Data excerpts:
○ ○ ○ ○ ○ ○ ○

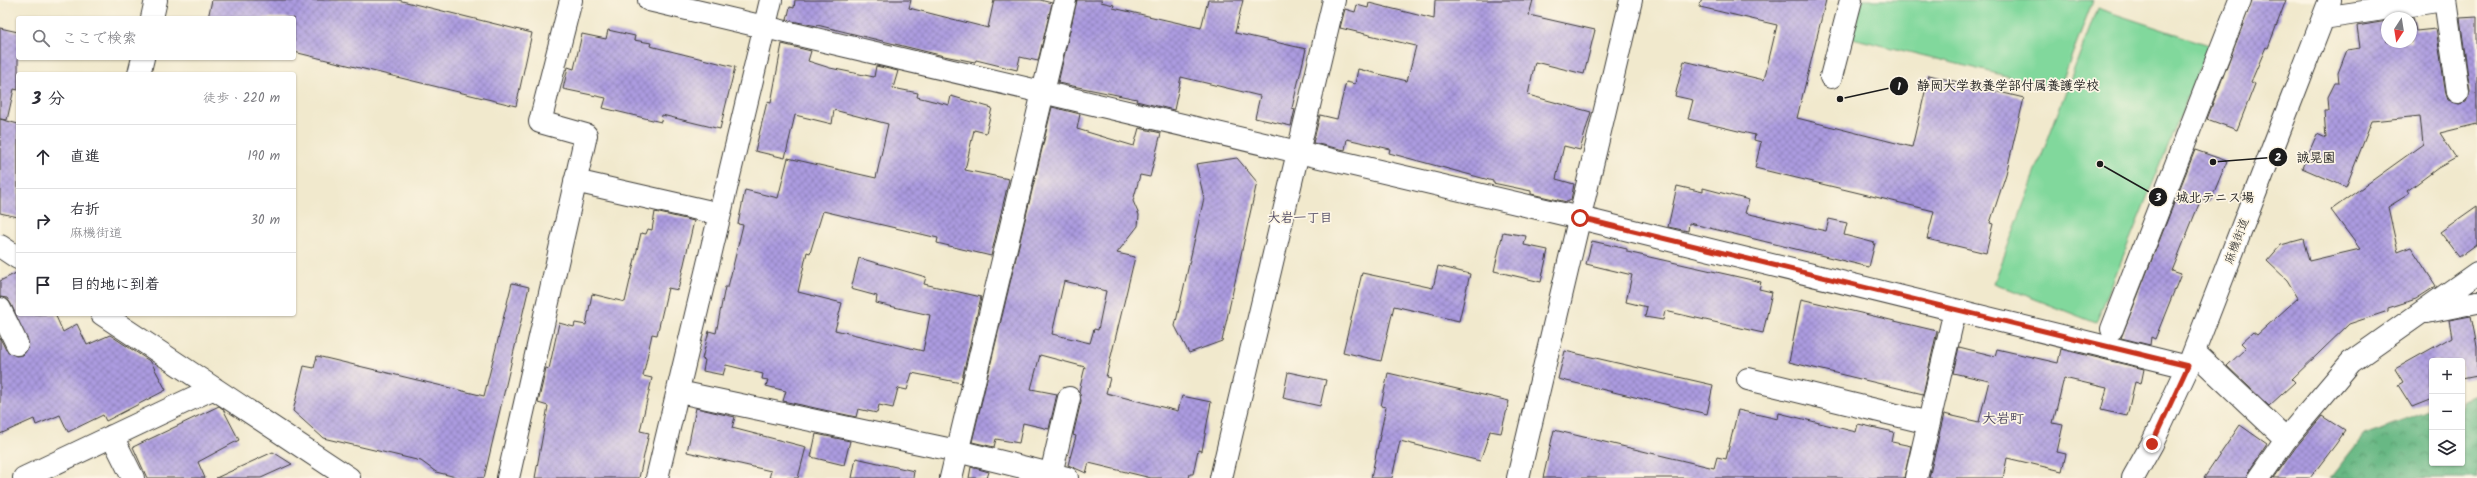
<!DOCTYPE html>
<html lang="ja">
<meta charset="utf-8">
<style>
:root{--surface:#fff;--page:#f2f2f3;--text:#2b2b33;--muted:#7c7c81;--line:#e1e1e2}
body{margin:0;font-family:Kalam,"Klee One",sans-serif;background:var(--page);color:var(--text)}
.controls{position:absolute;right:12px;bottom:12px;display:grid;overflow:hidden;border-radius:4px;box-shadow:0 1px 3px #0004}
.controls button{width:36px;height:36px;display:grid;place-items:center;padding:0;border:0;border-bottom:1px solid var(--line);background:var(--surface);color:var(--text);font:20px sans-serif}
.compass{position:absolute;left:2381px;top:12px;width:36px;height:36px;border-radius:50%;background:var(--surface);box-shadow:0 1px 3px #0004;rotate:192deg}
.stop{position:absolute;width:12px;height:12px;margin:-9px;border:3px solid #c8321e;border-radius:50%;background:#fff}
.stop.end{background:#c8321e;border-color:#fff;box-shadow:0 1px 4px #0008}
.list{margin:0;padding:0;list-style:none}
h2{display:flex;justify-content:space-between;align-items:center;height:52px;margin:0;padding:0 16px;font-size:17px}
h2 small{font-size:13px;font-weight:400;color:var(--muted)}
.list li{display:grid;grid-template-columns:26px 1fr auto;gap:12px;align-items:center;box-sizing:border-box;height:64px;padding:0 16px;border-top:1px solid var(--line)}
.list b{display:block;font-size:15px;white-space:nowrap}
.list p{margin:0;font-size:13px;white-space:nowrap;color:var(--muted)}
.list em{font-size:13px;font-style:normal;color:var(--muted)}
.icon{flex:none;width:22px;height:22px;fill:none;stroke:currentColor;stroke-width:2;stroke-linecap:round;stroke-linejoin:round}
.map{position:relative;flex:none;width:2477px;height:478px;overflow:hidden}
.search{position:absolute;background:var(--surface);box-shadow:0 1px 3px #0004;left:16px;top:16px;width:280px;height:44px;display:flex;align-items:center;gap:10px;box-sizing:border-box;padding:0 14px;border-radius:4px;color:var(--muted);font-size:15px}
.panel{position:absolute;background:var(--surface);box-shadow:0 1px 3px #0004;left:16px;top:72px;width:280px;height:244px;border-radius:4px}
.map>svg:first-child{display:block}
.forest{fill:url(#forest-crowns);stroke:#426a50}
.pitch{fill:#81d89c;stroke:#4e7a5c}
.building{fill:url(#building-cross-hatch);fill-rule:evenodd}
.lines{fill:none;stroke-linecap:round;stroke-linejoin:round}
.minor-casing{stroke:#3c3b37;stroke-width:24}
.minor{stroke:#fff;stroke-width:22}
.route{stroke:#c8321e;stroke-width:5}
.labels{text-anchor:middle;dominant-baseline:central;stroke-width:3.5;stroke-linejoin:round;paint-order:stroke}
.street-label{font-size:12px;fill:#1c1c1c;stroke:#fcf5e5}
.neighbourhood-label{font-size:13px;font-weight:bold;fill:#4e4861;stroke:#fcf5e5}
.quarter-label{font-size:14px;font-weight:bold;fill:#4e4861;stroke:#fcf5e5}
.leader{fill:none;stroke:#1c1c1c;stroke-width:1.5}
.callout-dot{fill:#1c1c1c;stroke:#fcf5e5;stroke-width:1.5}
.mark-label{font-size:12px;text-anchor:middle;font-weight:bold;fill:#fff}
.callout-label{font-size:13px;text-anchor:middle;font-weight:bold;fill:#1c1c1c;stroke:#fcf5e5;stroke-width:3.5;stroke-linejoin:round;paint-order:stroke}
</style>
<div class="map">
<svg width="2477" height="478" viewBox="0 0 2477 478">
<defs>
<pattern id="forest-crowns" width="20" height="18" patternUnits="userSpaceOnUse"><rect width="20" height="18" fill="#68b884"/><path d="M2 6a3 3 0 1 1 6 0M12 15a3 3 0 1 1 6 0" fill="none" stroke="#55956b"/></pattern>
<pattern id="building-cross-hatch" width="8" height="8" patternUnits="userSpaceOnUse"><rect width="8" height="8" fill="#ac9be0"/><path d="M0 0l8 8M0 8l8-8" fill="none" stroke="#8b7eb5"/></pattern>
</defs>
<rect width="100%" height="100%" fill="#fcf5e5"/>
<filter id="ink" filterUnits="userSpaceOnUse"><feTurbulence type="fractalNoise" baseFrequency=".025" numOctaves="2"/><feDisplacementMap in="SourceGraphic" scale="8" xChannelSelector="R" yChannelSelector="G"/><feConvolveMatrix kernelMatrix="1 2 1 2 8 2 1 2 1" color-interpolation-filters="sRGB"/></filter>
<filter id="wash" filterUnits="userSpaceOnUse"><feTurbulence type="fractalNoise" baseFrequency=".012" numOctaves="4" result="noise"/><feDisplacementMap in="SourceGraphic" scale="16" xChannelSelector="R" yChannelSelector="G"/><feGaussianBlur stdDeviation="0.9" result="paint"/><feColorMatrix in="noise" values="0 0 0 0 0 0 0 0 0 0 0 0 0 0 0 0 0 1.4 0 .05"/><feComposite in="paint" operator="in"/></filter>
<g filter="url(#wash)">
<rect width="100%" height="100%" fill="#f1e9cd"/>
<path class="forest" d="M2477 395V478H2330L2364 435 2432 410V463H2462V400Z"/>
<path class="pitch" d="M1862 0H2093L2059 89 1852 38Z
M2097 8 2209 45 2096 323 1994 283Z"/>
<g id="blocks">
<path class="building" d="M212 0H398L532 33 516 106 294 52V18H208Z
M795 0H911L909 8 988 28 994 0H1040L1052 3 1038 61 1020 57 1017 70 976 60 975 62 944 56 817 25V26L787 20 790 7 794 8Z
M1077 0H1102L1101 2 1114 5 1113 8 1201 28 1208 0H1243L1235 33 1306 49 1292 108 1295 109 1291 126 1255 118 1260 96 1181 77 1174 110 1136 101 1137 99 1058 83Z
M1435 0H1533L1529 15 1595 30 1584 74 1535 62 1528 95 1591 112 1580 150 1564 146 1556 179 1574 184 1571 200 1567 202 1531 194V191L1493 183V181L1389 153 1390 149 1347 139 1345 150 1313 143 1320 115 1337 119 1346 82 1355 84 1358 69 1407 81 1416 46 1340 28 1345 9 1355 12 1357 5 1368 8 1369 3 1434 19Z
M1701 0H1826L1797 118 1912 147 1929 75 2024 98 2006 174 1990 223 1993 224 1986 253 1927 239 1934 211 1755 168 1761 142 1754 140 1755 135 1688 119 1693 100 1675 96 1684 61 1764 80 1777 25 1700 7Z
M2252 0H2286L2268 48 2266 47 2251 82 2255 84 2237 130 2207 119Z
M2413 17 2416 31 2436 29 2446 94 2448 100 2459 104 2466 102 2470 91 2460 18 2477 17V124L2440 133 2456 158 2438 168 2407 191 2409 194 2388 207 2398 252 2411 247 2436 286 2416 299 2388 308V311L2349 324 2292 379 2295 382 2269 406 2227 366 2246 348 2241 343 2253 332 2257 335 2298 298 2287 280 2267 261 2281 245 2303 239 2309 261 2360 249 2331 210 2423 144 2420 116 2372 121 2346 187 2302 168 2317 134 2326 138 2324 111H2329L2328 97 2335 83H2339L2338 73 2347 50 2360 48 2357 26 2387 21V42H2411V18H2408Z
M0 28 18 32V90L14 89 7 120 0 119 18 124V217L0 213Z
M608 30 635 36 634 40 651 43 650 46 735 67 720 129 662 115 661 122 603 108 606 98 563 89 568 67 574 69 582 34 606 39Z
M782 44 811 51 808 61 830 68 874 77 876 66 898 71 893 88 918 93 917 97 949 105 951 96 992 108 986 133 974 130 965 170 1009 179 991 256 937 243 938 238 823 211 810 253 807 252 798 292 842 303 835 330 923 351 930 315 876 303 877 296 851 289 859 258 926 277 924 284 981 297 961 383 912 373 907 390 898 388 893 408 879 405 877 413 858 409 856 417 783 401 786 391 766 386 768 380 762 379 763 374 726 365 723 375 703 371 705 360 702 359 709 331 716 333 725 287H728L743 225 738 224 745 190 778 198 788 158 876 178 888 124 834 110 832 124 795 115 785 158 755 151 767 102 771 103Z
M1052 107 1080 114 1077 129 1134 146 1139 128 1161 133 1150 177 1140 175 1133 201 1139 215 1138 226 1117 253 1135 257 1106 377 1110 378 1106 393 1178 411 1182 396 1211 402 1202 451 1198 450 1193 474H1190L1189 478H1151L1089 463 1086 473 1068 465 1076 436 1073 435 1081 401 1079 391 1085 367 1040 355 1031 389 1057 394 1049 429 1023 423 1019 443 996 439 994 447 972 442ZM1064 281 1106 291 1098 330 1094 329 1090 343 1052 334Z
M2195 150 2227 161 2210 202 2201 199 2172 271 2181 274 2155 339 2151 337 2150 345 2121 338Z
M1237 158 1257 182 1222 341 1189 353 1175 326 1204 198 1196 164Z
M1677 186 1703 192V188L1749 200 1745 213 1826 231 1829 219 1847 223 1844 235 1875 243 1869 267 1689 223 1688 231 1668 227Z
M2477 206V244L2459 257 2440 232Z
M655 212 694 221 678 290 668 288 657 335 652 334 643 376 652 378 640 431 649 433 639 478H535L548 406 538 403 546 368 549 369 559 323 574 327 575 323 586 325 592 294 625 302 641 233 646 234 648 229 652 230Z
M1503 232 1526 236 1524 245 1548 250 1541 282 1494 271Z
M1592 241 1627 249V252L1761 282 1759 289 1772 292 1763 333 1665 311 1663 320 1645 317 1647 307 1626 302 1632 275 1586 264Z
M1438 266 1470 274 1459 321 1394 306 1381 361 1343 352 1362 273 1433 288Z
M18 272V314H55L63 332 77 324 87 345 110 335 151 362 166 390 106 421 103 415 68 432 60 415 36 425 34 419 0 434V338L6 350 16 356 23 355 29 345 11 304 7 298 0 297V281Z
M512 283 529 287 484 478H460L436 472 421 461 323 438 293 411 304 366 314 368 317 356 484 396Z
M1801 299 1937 331 1923 394 1789 362Z
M2471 316 2477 346V376L2462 379V361H2432V399L2412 407 2398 385 2403 382 2395 369 2452 337 2449 320Z
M1959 347 1995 356 1997 349 2058 363 2061 349 2144 369 2141 384 2135 382 2127 416 2101 410 2107 388 2064 378 2053 423 2063 425 2057 452 2066 454 2062 471 2007 458 2003 478H1929L1944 414 1979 422 1989 381 1953 373Z
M1565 351 1713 385 1707 414 1558 379Z
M1288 372 1326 380 1320 406 1283 398Z
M1388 373 1509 401 1501 433 1490 431 1480 461 1400 441 1392 478H1371L1386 407 1381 406Z
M219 406 223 409 239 440 198 462 205 478H147L133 447Z
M696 408 735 417 732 428 806 447 798 478H769L771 471 687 452Z
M1738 410 1778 419 1779 413 1856 432 1858 424 1894 432 1892 442 1911 446 1904 478H1543L1554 430 1714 468 1717 457 1726 459Z
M2322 416 2345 431 2336 444 2310 478H2274L2296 447Z
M2240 425 2267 444 2249 471 2247 478H2204Z
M816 434 850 441 844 465 811 457Z
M273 452 292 464 261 478H216Z
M856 458 914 471 913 478H852Z
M971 467 989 472 987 478H969Z"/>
</g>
</g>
<g filter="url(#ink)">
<use href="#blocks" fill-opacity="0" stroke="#3c3b37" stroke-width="1"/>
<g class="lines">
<defs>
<path id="minor" d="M649 0 1580 218 2188 367
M2445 0 2458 92
M152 18 156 0
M2323 18 2444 0
M139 74 143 58
M1831 77 1851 0
M575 181 720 214
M0 246 18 258
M0 309 17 344
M2427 312 2477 302
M102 314 349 478
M2112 329 2240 0
M2194 352 2286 439
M1748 379 1929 423
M679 392 957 451 1067 478
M112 436 133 478
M1051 474 1069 398
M24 478 214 388
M508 478 586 135 540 122 571 0
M657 478 771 0
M951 478 1065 0
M1221 478 1334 0
M1518 478 1631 0
M1916 478 1955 310
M2133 478 2152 444 2188 367 2330 0
M2259 478 2286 439 2351 362 2477 273"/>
</defs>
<use href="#minor" class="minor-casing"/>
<use href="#minor" class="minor"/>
</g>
</g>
<g class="lines" filter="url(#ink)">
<path class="route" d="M1580 218 2188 366 2152 444"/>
</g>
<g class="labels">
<g class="street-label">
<text transform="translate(2237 241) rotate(-69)">麻機街道</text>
</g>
<g class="neighbourhood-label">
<text x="1300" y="218">大岩一丁目</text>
</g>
<g class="quarter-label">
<text x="2003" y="419">大岩町</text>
</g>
</g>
<path class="leader" d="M1840 99L1899 86M2213 162L2278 157M2100 164L2158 197"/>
<g class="callout-dot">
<circle cx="1840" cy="99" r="4"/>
<circle cx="2213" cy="162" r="4"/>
<circle cx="2100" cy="164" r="4"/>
<circle cx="1899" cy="86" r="10"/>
<circle cx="2278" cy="157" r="10"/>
<circle cx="2158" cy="197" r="10"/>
</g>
<g class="mark-label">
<text x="1899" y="90">1</text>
<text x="2278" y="161">2</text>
<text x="2158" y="201">3</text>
</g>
<g class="callout-label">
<text x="2008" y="90">静岡大学教養学部付属養護学校</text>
<text x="2316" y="162">誠晃園</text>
<text x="2215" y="202">城北テニス場</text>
</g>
</svg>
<div class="controls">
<button>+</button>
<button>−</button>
<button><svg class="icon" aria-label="layers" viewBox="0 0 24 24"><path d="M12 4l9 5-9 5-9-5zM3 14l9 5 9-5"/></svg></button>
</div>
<svg class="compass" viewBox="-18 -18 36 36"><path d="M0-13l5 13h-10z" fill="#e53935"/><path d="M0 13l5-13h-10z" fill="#7c7c81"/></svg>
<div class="stop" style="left:1580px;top:218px"></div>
<div class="stop end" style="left:2152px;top:444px"></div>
<div class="search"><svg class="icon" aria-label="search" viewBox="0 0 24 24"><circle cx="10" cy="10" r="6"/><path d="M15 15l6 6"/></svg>ここで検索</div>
<section class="panel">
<h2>3 分<small>徒歩 · 220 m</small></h2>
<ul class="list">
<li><svg class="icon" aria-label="ahead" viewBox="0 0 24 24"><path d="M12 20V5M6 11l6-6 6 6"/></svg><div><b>直進</b></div><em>190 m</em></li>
<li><svg class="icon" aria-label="right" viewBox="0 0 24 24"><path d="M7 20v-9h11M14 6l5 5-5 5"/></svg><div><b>右折</b><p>麻機街道</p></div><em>30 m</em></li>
<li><svg class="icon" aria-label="arrive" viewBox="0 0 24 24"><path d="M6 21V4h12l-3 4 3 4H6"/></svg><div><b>目的地に到着</b></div></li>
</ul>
</section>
</div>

○ ○ ○ ○ ○ ○ ○

Work instruction:
This task calls for each line of the material that contains "wash".

Answer space:
<filter id="wash" filterUnits="userSpaceOnUse"><feTurbulence type="fractalNoise" baseFrequency=".012" numOctaves="4" result="noise"/><feDisplacementMap in="SourceGraphic" scale="16" xChannelSelector="R" yChannelSelector="G"/><feGaussianBlur stdDeviation="0.9" result="paint"/><feColorMatrix in="noise" values="0 0 0 0 0 0 0 0 0 0 0 0 0 0 0 0 0 1.4 0 .05"/><feComposite in="paint" operator="in"/></filter>
<g filter="url(#wash)">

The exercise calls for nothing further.